Numpy Indexing: Return the rest

Question

A simply example of numpy indexing:

In: a = numpy.arange(10)
In: sel_id = numpy.arange(5)
In: a[sel_id]
Out: array([0,1,2,3,4])

How do I return the rest of the array that are not indexed by sel_id? What I can think of is:

In: numpy.array([x for x in a if x not in a[id]])
out: array([5,6,7,8,9])

Is there any easier way?

Is this a 1-time operation? Or will you be reusing sel_id (and it's negation) down the road? Also, are you interested in the multi-dimensional case, or just the 1D case? — mgilson
– mgilson, Commented Sep 20, 2012 at 17:58
In my application, it will be operated on a multi-dimensional massive array, and yes I will reuse sel_id. — CJLam
– CJLam, Commented Sep 21, 2012 at 19:56
Just realized my solution above is WRONG. If it is an array of ten 1's then the given code will give a None array instead of an array of five 1's. — CJLam
– CJLam, Commented Sep 21, 2012 at 20:10

mgilson · Accepted Answer · 2012-09-22 00:46:48Z

21

For this simple 1D case, I'd actually use a boolean mask:

a = numpy.arange(10)
include_index = numpy.arange(4)
include_idx = set(include_index)  #Set is more efficient, but doesn't reorder your elements if that is desireable
mask = numpy.array([(i in include_idx) for i in xrange(len(a))])

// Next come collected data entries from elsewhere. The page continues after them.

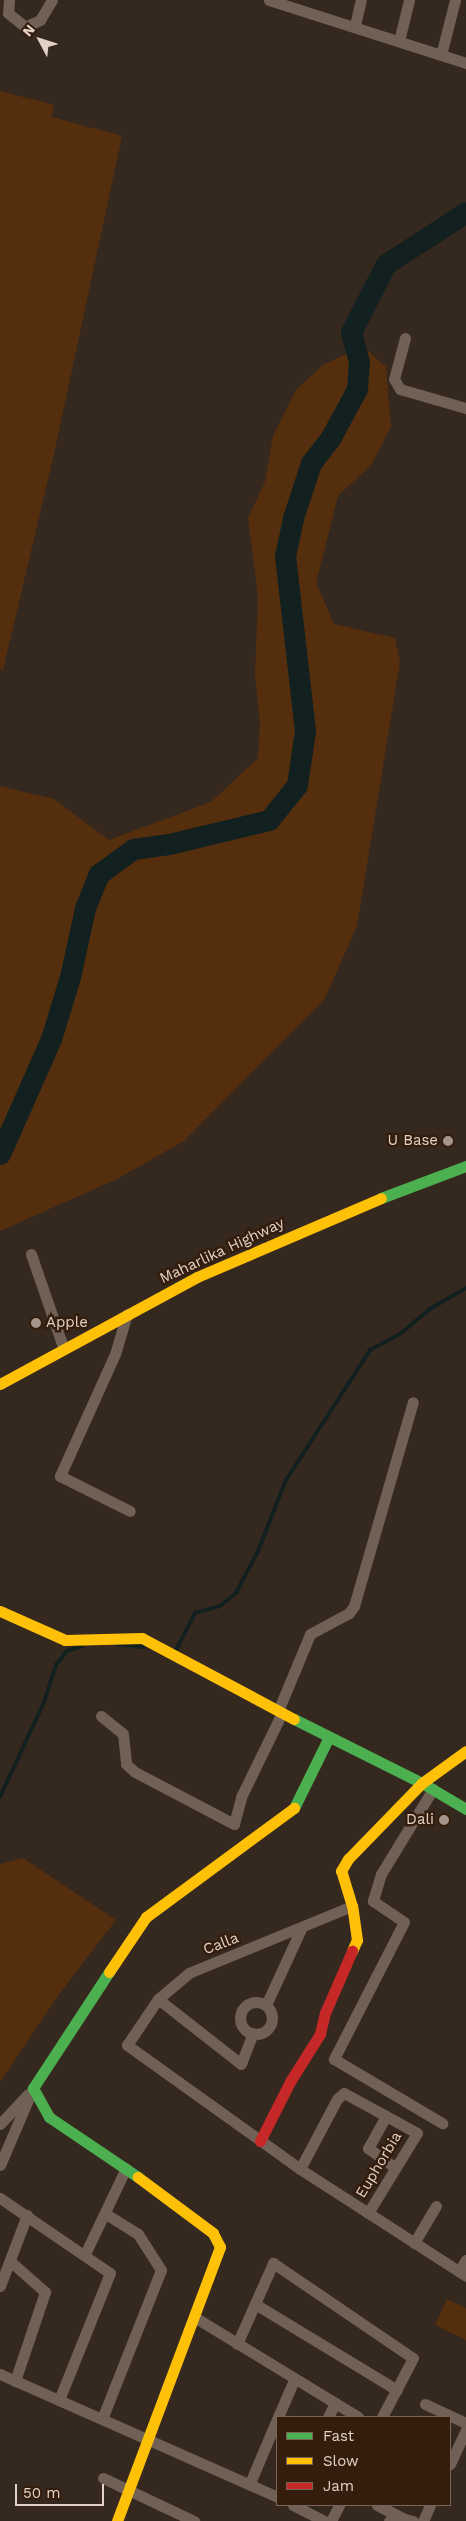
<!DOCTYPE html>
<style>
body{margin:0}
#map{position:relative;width:466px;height:2521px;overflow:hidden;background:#35281f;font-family:"Work Sans",sans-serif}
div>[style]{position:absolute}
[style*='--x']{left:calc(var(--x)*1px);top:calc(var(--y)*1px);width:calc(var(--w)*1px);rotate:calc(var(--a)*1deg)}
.green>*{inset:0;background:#552e0e}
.stream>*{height:4px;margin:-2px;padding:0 2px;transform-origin:2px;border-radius:2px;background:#122120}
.river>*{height:21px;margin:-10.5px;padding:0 10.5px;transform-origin:10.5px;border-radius:10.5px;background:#122120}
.street>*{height:11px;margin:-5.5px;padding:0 5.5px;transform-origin:5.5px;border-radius:5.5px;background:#706055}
.street>.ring{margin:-5.5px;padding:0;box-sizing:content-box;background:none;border:11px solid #706055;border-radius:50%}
.fast>*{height:11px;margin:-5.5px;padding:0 5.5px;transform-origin:5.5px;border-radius:5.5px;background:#4caf50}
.slow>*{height:11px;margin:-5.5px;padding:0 5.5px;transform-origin:5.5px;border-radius:5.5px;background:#ffc107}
.jam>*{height:11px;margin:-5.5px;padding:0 5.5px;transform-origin:5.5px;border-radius:5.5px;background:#c62828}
.dots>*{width:14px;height:14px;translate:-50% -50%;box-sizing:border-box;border:2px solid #341d0d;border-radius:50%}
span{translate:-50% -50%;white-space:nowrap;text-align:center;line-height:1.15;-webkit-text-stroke:5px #341d0d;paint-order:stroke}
.poi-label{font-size:15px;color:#e1d1c7}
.right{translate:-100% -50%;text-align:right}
.left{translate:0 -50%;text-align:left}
.street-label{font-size:15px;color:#e1d1c7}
.legend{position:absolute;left:276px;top:2416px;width:175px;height:90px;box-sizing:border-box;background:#341d0d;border:1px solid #796557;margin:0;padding:6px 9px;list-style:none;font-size:15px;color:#e1d1c7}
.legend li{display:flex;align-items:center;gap:10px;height:25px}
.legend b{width:25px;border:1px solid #796557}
.north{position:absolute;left:15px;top:15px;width:50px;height:50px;-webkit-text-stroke:4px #341d0d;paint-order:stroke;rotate:310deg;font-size:14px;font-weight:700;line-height:20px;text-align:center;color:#e1d1c7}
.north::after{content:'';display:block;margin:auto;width:18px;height:22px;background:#e1d1c7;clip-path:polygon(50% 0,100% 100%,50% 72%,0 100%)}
.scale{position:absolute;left:15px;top:2484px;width:89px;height:22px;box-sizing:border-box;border:2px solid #e1d1c7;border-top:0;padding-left:6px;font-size:15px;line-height:18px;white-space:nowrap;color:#e1d1c7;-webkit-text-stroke:4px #341d0d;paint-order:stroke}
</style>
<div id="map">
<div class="green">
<div style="clip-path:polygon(0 91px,54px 105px,52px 117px,122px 136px,54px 454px,3px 670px,0 669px)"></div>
<div style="clip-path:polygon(363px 346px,386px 367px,391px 427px,371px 465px,338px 496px,316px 583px,334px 624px,395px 638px,400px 662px,357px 926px,324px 1000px,184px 1141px,117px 1179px,0 1231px,0 786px,54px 799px,109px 840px,211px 802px,258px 758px,260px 723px,255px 675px,258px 597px,248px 518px,265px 482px,273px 436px,296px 390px,323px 365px)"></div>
<div style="clip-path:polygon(23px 1858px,116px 1920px,60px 1993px,0 2082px,0 1864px)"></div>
<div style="clip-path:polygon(447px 2299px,466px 2308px,466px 2340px,435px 2325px)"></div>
</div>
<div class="stream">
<div style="--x:116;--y:1644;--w:28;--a:6"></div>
<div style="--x:176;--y:1650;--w:42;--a:-62.8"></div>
<div style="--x:195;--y:1613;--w:26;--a:-16"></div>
<div style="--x:220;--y:1606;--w:21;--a:-39"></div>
<div style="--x:236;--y:1593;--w:47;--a:-62.4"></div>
<div style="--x:258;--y:1551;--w:76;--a:-68.5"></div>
<div style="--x:286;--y:1480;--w:155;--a:-57.1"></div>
<div style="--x:370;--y:1350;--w:34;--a:-28"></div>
<div style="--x:400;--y:1334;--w:39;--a:-40"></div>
<div style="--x:430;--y:1309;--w:42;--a:-30.3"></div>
<div style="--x:0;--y:1797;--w:105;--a:-65.1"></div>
<div style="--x:44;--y:1702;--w:39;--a:-72"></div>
<div style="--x:56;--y:1665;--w:18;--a:-52"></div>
<div style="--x:67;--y:1651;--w:16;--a:-18"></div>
</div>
<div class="river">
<div style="--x:0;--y:1154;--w:126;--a:-66.1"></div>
<div style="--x:51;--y:1039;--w:65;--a:-73"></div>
<div style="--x:70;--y:977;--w:71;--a:-77.7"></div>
<div style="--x:85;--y:908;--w:37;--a:-68"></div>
<div style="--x:99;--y:874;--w:42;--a:-36.3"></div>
<div style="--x:133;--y:849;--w:36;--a:-8"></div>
<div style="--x:169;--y:844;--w:103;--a:-13.5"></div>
<div style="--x:269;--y:820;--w:45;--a:-51.3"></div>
<div style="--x:297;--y:785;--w:55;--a:-81.6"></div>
<div style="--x:305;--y:731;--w:176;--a:-96.5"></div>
<div style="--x:285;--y:556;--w:39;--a:-78"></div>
<div style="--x:293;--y:518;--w:58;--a:-71.9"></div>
<div style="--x:311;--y:463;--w:33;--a:-52"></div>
<div style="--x:331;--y:437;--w:55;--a:-61.6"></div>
<div style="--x:357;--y:389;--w:27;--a:-86"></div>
<div style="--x:359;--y:362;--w:31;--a:-105"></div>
<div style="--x:351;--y:332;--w:76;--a:-62.8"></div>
<div style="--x:386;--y:264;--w:95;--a:-33"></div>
</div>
<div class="street">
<div style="--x:9;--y:0;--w:13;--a:94"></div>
<div style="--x:8;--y:13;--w:22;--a:39"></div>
<div style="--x:25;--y:27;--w:17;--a:-25"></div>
<div style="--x:40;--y:20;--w:23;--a:-59"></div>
<div style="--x:269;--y:0;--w:207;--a:17.7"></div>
<div style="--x:355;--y:25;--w:26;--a:-77"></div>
<div style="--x:399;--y:41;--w:42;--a:-76.3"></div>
<div style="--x:441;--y:55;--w:57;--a:-75.7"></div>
<div style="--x:405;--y:338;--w:42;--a:105"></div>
<div style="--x:394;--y:379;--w:12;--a:59"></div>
<div style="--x:400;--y:389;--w:69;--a:16.1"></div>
<div style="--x:31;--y:1254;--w:98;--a:71"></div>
<div style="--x:127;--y:1314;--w:42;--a:106.7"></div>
<div style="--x:115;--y:1354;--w:134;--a:114.3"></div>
<div style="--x:60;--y:1476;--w:78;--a:26.6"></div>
<div style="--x:278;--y:1711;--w:83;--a:-67.4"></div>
<div style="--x:310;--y:1634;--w:44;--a:-28.3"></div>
<div style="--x:349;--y:1613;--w:9;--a:-54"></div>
<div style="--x:354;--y:1606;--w:212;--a:-73.9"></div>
<div style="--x:101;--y:1716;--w:28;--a:39"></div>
<div style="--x:123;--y:1734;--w:30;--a:84"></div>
<div style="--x:126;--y:1764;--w:12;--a:42"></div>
<div style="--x:135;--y:1772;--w:112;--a:27.7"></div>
<div style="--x:234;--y:1824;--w:28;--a:-75"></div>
<div style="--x:241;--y:1797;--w:93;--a:-64"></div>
<div style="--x:433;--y:1789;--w:100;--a:121.5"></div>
<div style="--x:381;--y:1874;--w:28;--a:107"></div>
<div style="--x:373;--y:1901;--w:37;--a:34"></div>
<div style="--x:404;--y:1922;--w:154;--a:117.1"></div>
<div style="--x:334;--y:2059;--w:126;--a:30.7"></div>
<div style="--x:352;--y:1906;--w:176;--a:157.7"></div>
<div style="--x:189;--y:1973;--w:40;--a:140"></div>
<div style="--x:158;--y:1999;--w:55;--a:124"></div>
<div style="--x:127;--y:2045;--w:213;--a:35.6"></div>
<div style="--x:300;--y:2169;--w:197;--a:32.8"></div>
<div style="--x:158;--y:1999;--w:105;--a:38.1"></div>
<div style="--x:241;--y:2064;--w:33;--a:-69"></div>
<div class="ring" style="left:240px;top:2002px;width:21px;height:21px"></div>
<div style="--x:266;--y:2005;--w:84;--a:-65.3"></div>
<div style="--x:386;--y:2116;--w:37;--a:119"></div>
<div style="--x:368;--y:2148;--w:34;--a:36"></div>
<div style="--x:0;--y:2124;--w:40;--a:-47"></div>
<div style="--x:0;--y:2165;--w:84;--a:-66.8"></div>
<div style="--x:300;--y:2169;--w:79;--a:-62.1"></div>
<div style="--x:337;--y:2099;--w:9;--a:-41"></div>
<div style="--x:344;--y:2093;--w:83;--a:28.7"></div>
<div style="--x:417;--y:2133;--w:94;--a:121.5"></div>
<div style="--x:0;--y:2198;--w:133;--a:34.3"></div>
<div style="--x:110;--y:2273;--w:137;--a:111.9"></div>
<div style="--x:414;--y:2243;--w:43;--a:-59.3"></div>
<div style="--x:85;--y:2254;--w:95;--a:-64.5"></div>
<div style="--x:10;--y:2261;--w:47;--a:41.5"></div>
<div style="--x:45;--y:2292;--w:94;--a:108.6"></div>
<div style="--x:459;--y:2271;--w:13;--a:-58"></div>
<div style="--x:0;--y:2286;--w:76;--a:-69.2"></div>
<div style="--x:255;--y:2304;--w:166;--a:31.2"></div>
<div style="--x:196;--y:2318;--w:190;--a:31.4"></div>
<div style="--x:237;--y:2344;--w:89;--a:-66"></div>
<div style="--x:273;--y:2263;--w:169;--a:34.2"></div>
<div style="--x:413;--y:2358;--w:67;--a:117.7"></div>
<div style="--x:0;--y:2374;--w:303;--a:23.9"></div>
<div style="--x:425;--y:2404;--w:45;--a:24.9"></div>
<div style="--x:278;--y:2417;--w:40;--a:-66.6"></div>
<div style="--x:328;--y:2417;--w:16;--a:-63"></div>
<div style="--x:102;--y:2419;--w:160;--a:-68.4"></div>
<div style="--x:161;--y:2270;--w:43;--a:-122.6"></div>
<div style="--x:138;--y:2234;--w:39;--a:-148"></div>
<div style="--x:450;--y:2464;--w:38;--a:-65"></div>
<div style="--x:103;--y:2478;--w:101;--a:25.3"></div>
<div style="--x:250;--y:2483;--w:69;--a:-67.1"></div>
<div style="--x:293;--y:2505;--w:36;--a:27"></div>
<div style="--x:377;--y:2505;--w:27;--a:27"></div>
<div style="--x:331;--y:2521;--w:18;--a:-63"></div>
<div style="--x:389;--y:2521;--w:8;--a:-40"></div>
<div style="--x:395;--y:2516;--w:19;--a:16"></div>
<div style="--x:423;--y:2521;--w:17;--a:-66"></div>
</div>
<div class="fast">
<div style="--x:381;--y:1198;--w:91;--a:-20.6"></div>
<div style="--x:294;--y:1719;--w:143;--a:26.6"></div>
<div style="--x:422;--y:1783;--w:51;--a:30.6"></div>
<div style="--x:294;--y:1808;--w:79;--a:-63.8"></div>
<div style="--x:109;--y:1972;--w:139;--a:123.2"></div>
<div style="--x:33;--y:2088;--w:33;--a:61"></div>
<div style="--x:49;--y:2117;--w:107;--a:34"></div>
</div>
<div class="slow">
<div style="--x:0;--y:1384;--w:224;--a:-28.5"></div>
<div style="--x:197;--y:1277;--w:200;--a:-23.2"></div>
<div style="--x:0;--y:1611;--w:71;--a:24"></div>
<div style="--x:65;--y:1640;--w:77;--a:-1.5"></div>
<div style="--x:142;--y:1638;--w:172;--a:28.1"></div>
<div style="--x:352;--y:1951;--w:12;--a:-66"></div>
<div style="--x:357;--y:1940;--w:34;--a:-98"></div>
<div style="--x:352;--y:1906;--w:37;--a:-107"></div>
<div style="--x:341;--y:1871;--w:14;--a:-60"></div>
<div style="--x:348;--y:1859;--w:106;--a:-45.8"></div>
<div style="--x:422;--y:1783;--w:54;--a:-36"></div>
<div style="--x:109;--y:1972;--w:66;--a:-56.1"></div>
<div style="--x:146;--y:1917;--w:184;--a:-36.4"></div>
<div style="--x:117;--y:2521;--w:293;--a:-69.4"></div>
<div style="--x:220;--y:2247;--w:16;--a:-117"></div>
<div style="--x:213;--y:2233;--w:94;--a:-143.3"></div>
</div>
<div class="jam">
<div style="--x:260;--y:2141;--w:68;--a:-63.1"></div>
<div style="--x:291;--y:2080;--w:54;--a:-57.8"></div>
<div style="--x:320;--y:2034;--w:22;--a:-77"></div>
<div style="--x:325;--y:2013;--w:68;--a:-66.5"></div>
</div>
<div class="dots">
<div style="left:448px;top:1141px;background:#a5968c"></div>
<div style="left:36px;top:1323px;background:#a5968c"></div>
<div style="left:444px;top:1820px;background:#a5968c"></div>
</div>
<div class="poi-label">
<span class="right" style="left:438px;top:1141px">U Base</span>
<span class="left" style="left:46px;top:1323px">Apple</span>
<span class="right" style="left:434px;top:1820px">Dali</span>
</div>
<div class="street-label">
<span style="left:222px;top:1251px;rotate:-25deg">Maharlika Highway</span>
<span style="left:221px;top:1944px;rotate:-21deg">Calla</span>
<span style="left:379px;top:2165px;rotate:-59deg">Euphorbia</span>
</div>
<ul class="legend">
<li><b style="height:6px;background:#4caf50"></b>Fast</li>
<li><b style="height:6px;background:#ffc107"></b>Slow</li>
<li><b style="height:6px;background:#c62828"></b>Jam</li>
</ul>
<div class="north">N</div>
<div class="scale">50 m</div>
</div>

Now you can get your values:

included = a[mask]  # array([0, 1, 2, 3])
excluded = a[~mask] # array([4, 5, 6, 7, 8, 9])

Note that a[mask] doesn't necessarily yield the same thing as a[include_index] since the order of include_index matters for the output in that scenario (it should be roughly equivalent to a[sorted(include_index)]). However, since the order of your excluded items isn't well defined, this should work Ok.

EDIT

A better way to create the mask is:

mask = np.zeros(a.shape,dtype=bool)
mask[include_idx] = True

(thanks to seberg).

edited Sep 22, 2012 at 0:46

answered Sep 20, 2012 at 18:17

mgilson

312k70 gold badges656 silver badges722 bronze badges

Sign up to request clarification or add additional context in comments.

7 Comments

mgilson Over a year ago

@BiRico -- wrong. I converted include_index to a set (called include_idx) which has a __contains__ method that goes in O(1). This solution has O(N) complexity.

senderle Over a year ago

+1, this is almost exactly what I was going to suggest, but I had to step away from the computer. Using a boolean mask is nice for operations like these because you don't have to do any extra work to calculate the relative complement. Just fyi, using fromiter on a generator instead of array on a list comprehension yields a small speed boost according to my tests.

seberg Over a year ago

Sorry, but using sets for creation of the mask is taking out the large weapons for a small problem...

CJLam Over a year ago

May be another way to create the boolean array can be: mask = numpy.zeros(numpy.shape(a),bool); mask[sel_id] = True; I agree using boolean array is probably the best solution. Thanks!

seberg Over a year ago

@mgilson, if you don't want to fine, but how about you edit your answer the answer to use mask[sel_id] = True. That would make it a very nice answer for someone to find. (yes I really think sets are that awful here, for multiple reasons)

|

seberg · Accepted Answer · 2012-09-22 10:06:17Z

6

You can do this nicely with boolean masks:

a = numpy.arange(10)

mask = np.ones(len(a), dtype=bool) # all elements included/True.
mask[[7,2,8]] = False              # Set unwanted elements to False

print a[mask]
# Gives (removing entries 7, 2 and 8):
[0 1 3 4 5 6 9]

Addition (taken from @mgilson). The binary mask created can be used nicely to get back the original slices with a[~mask] however this is only the same if the original indices were sorted.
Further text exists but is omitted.